[Exercise] Below are some records. Count the lines with "this" in them and give nothing but the total.

[Task inputs]
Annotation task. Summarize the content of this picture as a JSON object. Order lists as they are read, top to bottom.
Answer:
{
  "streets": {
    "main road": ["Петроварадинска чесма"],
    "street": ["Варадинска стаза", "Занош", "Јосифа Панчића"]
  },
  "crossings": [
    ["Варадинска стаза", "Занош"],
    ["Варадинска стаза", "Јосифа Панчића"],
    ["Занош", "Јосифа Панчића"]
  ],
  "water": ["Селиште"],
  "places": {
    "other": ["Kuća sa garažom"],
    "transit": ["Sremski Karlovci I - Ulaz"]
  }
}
---
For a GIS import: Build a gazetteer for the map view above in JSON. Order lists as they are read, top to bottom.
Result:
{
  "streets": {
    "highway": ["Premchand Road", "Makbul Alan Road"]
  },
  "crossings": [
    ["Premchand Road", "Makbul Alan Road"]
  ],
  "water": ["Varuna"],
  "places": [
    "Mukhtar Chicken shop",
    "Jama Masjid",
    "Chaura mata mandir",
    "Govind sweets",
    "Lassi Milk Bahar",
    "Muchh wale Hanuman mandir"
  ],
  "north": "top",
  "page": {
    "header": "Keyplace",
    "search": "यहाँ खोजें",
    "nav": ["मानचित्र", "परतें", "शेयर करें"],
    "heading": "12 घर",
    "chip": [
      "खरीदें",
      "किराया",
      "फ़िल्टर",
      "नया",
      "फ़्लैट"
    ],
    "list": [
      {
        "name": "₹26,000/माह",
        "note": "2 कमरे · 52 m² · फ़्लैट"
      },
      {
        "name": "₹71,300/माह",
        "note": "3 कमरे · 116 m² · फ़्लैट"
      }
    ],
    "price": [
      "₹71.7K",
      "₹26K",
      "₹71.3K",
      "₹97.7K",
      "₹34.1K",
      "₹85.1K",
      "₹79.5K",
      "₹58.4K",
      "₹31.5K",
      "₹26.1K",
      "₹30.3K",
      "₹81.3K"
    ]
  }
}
--
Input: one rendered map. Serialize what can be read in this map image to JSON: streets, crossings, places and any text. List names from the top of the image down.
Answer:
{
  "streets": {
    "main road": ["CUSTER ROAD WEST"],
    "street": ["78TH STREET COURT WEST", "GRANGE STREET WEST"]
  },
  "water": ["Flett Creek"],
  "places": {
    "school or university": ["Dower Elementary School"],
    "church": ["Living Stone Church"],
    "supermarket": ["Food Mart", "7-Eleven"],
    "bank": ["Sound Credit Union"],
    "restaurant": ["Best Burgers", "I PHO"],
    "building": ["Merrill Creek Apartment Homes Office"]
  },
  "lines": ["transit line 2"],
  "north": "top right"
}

[Solution] 2